Alibaba’s 2.93% Plunge Defies Bullish Qwen-3.5 AI Model Release

Tech giant stumbles despite launching its most advanced AI yet—because markets love a good paradox.
The AI Wins, The Stock Loses
Alibaba just dropped Qwen-3.5, a model that supposedly sets new benchmarks. The tech world buzzes, analysts nod approvingly, and the stock? It takes a nearly three-percent nosedive. That's the kind of disconnect that makes traders reach for the antacid.
Numbers Don't Lie, But They Do Confuse
A 2.93% hit isn't a rounding error. It's a statement. While the release screams 'innovation' and 'future growth,' the ticker tape whispers 'sell.' It's the classic finance two-step: one step forward with a product launch, two steps back on the trading floor. Maybe the AI is too smart for its own good—or the market's just having a cynical day.
When Bullish Signals Meet Bearish Reality
Here's the brutal math of modern markets: groundbreaking tech plus positive benchmarks can still equal a red closing bell. It's a reminder that in the short term, sentiment and algorithms often trump fundamental news. Another day, another lesson that Wall Street's mood is a fickle beast, barely tamed by even the shiniest new tech.
So, Alibaba cuts through complexity with AI, but gets cut down by simple market mechanics. The real intelligence test isn't just in the model—it's in figuring out why good news sometimes lands with a thud.
Qwen-3.5 architecture sets sights on multimodal AI expansion
According to Alibaba Cloud’s GitHub notes, Qwen-3.5 includes a unified vision-language foundation trained on trillions of multimodal tokens. The system can now process text, images, and structured inputs within a single framework.

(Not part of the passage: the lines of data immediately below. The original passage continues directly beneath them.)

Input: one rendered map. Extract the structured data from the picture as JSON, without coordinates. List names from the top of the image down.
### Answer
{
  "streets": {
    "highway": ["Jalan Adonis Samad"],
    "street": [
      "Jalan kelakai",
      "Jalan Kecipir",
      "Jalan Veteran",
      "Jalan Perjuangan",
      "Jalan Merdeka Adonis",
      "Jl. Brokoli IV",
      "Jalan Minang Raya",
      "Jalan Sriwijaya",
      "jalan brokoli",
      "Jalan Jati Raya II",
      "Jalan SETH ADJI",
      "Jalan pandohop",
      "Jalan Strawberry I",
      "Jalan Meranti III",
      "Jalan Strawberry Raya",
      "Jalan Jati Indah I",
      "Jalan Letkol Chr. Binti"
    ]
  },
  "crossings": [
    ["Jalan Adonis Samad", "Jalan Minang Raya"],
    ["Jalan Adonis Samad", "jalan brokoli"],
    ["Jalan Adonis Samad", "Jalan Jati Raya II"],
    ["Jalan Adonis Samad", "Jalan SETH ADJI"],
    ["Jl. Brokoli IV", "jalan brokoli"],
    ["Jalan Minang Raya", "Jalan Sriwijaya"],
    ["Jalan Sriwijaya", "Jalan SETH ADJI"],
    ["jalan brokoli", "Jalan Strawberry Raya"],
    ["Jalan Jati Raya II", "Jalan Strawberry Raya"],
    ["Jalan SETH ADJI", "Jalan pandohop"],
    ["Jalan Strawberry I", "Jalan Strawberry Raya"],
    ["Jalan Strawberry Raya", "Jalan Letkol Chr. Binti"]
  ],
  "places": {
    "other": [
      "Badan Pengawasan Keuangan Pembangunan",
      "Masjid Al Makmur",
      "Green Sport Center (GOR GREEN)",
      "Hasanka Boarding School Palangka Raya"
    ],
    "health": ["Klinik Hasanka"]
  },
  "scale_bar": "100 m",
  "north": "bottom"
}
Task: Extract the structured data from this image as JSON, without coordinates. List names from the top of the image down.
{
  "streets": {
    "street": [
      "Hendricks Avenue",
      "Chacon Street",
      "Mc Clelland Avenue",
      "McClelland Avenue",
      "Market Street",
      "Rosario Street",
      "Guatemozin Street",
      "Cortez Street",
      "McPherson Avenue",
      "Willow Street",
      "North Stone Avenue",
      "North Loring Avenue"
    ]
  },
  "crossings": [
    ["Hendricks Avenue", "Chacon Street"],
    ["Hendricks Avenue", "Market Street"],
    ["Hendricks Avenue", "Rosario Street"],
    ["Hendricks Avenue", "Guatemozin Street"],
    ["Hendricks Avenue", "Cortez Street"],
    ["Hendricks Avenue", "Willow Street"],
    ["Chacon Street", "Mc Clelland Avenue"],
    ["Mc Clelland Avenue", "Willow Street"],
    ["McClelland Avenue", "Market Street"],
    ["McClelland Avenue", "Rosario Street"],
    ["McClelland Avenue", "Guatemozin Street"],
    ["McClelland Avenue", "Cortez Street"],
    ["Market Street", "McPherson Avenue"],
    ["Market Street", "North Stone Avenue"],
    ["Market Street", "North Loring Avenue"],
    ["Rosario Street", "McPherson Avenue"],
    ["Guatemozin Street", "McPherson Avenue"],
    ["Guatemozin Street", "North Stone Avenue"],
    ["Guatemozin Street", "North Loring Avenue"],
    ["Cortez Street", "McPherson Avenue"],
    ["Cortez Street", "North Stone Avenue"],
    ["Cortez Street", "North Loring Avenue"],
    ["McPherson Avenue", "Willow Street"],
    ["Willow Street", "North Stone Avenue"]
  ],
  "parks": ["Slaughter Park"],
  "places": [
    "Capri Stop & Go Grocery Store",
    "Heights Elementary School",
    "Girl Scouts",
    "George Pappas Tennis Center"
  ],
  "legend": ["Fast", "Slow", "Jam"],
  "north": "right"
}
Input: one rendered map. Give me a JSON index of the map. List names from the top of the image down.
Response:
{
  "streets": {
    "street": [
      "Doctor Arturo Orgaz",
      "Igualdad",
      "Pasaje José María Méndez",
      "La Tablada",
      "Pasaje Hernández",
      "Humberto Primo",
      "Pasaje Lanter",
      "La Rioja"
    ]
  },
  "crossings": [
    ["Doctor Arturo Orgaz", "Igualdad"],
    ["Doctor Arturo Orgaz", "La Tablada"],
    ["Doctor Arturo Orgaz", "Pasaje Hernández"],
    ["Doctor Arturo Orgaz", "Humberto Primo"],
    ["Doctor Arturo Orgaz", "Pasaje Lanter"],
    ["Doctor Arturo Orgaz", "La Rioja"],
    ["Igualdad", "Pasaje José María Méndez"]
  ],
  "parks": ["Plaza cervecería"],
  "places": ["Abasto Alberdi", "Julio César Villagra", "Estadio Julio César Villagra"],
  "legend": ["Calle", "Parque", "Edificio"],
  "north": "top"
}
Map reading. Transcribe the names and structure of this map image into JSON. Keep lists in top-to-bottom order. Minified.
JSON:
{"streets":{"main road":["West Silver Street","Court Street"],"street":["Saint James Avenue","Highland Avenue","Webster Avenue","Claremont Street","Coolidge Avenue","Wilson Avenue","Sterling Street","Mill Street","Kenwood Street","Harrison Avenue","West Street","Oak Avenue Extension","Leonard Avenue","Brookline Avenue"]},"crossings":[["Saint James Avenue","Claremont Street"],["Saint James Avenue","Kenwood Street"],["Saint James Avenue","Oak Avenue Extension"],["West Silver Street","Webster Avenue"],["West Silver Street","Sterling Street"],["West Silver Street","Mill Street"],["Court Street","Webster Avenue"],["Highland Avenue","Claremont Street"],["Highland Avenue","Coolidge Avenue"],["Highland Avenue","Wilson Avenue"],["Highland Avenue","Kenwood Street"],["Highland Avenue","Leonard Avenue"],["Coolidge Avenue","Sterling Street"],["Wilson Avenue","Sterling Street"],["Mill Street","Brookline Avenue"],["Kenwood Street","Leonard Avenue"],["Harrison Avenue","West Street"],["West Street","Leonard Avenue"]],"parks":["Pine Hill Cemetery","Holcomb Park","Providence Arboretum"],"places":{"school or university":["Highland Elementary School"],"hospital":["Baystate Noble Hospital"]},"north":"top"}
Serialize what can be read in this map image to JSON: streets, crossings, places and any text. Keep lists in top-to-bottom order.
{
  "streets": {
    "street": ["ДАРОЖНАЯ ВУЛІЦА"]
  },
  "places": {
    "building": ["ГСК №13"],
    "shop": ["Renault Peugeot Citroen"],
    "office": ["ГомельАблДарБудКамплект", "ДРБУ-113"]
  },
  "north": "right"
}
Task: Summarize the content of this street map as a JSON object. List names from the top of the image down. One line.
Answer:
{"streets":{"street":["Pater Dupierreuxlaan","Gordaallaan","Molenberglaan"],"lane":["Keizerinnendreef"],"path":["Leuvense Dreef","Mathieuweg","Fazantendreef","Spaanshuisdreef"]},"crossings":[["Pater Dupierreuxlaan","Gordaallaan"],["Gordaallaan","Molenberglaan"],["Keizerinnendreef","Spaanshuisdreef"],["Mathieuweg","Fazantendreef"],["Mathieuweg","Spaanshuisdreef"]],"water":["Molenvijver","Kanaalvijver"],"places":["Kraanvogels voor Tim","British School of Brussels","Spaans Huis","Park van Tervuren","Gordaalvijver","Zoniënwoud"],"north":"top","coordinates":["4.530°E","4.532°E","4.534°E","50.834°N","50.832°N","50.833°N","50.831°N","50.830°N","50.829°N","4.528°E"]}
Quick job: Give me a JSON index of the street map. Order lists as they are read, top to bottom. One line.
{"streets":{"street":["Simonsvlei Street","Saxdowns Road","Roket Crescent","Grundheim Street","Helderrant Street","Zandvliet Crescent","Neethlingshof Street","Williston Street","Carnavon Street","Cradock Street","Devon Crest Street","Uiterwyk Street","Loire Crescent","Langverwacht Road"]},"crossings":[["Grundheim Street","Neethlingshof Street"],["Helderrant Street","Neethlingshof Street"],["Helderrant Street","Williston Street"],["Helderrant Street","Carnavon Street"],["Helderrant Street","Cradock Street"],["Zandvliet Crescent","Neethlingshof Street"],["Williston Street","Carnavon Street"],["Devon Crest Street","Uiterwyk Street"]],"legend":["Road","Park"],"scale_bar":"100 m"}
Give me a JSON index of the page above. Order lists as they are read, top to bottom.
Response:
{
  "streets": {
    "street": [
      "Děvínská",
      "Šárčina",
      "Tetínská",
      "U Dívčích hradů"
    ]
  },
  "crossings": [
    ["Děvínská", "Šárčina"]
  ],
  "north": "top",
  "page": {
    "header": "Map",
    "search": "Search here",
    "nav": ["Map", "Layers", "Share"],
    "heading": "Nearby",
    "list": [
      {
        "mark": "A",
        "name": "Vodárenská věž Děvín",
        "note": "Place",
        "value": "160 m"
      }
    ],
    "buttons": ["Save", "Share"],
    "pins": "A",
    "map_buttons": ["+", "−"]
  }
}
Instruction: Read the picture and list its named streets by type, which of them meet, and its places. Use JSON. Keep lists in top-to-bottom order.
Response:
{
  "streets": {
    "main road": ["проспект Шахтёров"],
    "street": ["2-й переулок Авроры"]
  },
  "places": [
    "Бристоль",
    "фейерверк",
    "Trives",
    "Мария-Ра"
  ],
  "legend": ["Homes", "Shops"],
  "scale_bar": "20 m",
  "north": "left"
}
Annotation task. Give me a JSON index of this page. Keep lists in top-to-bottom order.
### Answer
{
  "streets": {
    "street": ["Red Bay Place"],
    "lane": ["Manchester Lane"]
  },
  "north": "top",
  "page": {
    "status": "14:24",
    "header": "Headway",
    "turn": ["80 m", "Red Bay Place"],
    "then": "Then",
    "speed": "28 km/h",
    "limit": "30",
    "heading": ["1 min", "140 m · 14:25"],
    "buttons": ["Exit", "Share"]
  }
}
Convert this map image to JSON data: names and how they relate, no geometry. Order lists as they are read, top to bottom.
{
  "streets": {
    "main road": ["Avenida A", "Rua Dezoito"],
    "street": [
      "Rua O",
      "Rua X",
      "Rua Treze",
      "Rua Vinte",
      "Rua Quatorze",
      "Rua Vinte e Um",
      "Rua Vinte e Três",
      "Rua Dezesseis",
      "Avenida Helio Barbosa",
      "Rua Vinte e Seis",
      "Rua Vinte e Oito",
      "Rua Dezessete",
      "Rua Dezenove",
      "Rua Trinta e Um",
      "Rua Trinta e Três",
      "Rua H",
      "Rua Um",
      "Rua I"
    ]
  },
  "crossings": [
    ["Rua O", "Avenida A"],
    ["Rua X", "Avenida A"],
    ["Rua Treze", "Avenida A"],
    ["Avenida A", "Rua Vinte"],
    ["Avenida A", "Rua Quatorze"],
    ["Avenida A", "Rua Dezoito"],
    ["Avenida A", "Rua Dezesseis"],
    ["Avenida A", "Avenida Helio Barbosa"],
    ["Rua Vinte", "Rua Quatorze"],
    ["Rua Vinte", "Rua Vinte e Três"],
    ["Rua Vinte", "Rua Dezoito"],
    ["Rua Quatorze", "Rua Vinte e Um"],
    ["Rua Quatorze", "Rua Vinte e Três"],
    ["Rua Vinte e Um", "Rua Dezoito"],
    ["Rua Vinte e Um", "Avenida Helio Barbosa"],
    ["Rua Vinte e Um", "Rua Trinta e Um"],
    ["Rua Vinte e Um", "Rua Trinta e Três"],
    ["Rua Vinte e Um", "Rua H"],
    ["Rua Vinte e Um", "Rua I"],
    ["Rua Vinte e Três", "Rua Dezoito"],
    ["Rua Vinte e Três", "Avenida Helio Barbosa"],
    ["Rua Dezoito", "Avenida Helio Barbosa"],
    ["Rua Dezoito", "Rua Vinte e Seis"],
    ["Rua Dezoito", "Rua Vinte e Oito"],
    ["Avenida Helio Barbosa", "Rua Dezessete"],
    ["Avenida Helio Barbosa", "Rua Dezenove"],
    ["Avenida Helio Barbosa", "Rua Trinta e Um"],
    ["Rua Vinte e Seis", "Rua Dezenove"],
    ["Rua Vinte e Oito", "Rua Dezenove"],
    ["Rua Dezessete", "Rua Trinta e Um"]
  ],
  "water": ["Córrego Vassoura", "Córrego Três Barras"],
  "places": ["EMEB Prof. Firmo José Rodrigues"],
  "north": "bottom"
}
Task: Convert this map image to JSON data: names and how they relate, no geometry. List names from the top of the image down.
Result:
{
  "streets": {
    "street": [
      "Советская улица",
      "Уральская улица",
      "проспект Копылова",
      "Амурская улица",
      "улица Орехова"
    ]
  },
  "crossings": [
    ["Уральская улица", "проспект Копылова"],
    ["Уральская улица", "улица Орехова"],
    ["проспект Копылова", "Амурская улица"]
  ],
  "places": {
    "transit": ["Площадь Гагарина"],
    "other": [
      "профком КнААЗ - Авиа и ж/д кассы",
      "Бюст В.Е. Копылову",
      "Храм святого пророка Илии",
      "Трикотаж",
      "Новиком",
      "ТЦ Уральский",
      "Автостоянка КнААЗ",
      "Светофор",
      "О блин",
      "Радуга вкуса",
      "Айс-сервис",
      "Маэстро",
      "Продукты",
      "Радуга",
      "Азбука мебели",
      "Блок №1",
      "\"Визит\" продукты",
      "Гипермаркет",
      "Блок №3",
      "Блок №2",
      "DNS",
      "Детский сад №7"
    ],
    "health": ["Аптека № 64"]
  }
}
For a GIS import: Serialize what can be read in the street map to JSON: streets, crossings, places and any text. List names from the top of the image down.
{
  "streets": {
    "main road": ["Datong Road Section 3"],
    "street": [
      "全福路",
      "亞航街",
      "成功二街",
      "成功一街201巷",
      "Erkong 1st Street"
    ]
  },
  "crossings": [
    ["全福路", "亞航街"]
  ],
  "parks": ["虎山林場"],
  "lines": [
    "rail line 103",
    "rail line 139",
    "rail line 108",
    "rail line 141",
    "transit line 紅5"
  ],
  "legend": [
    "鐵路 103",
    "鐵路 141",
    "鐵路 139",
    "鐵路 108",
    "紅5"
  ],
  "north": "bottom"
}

During development of the new LLM version, the company used an efficient hybrid architecture and Gated Delta Networks with sparse Mixture-of-Experts routing to increase throughput, limit latency, and reduce computing costs. The model has also increased its linguistic support to 201 languages and dialects to expand its deployment worldwide.
A variant named Qwen-3.5-Open-Source was also released, featuring 397 billion parameters and a 256,000-token context window for longer reasoning chains and document processing. Despite releasing most of its AI LLM models as open source, Alibaba continues to keep its largest Max-series models closed for its commercial ecosystem.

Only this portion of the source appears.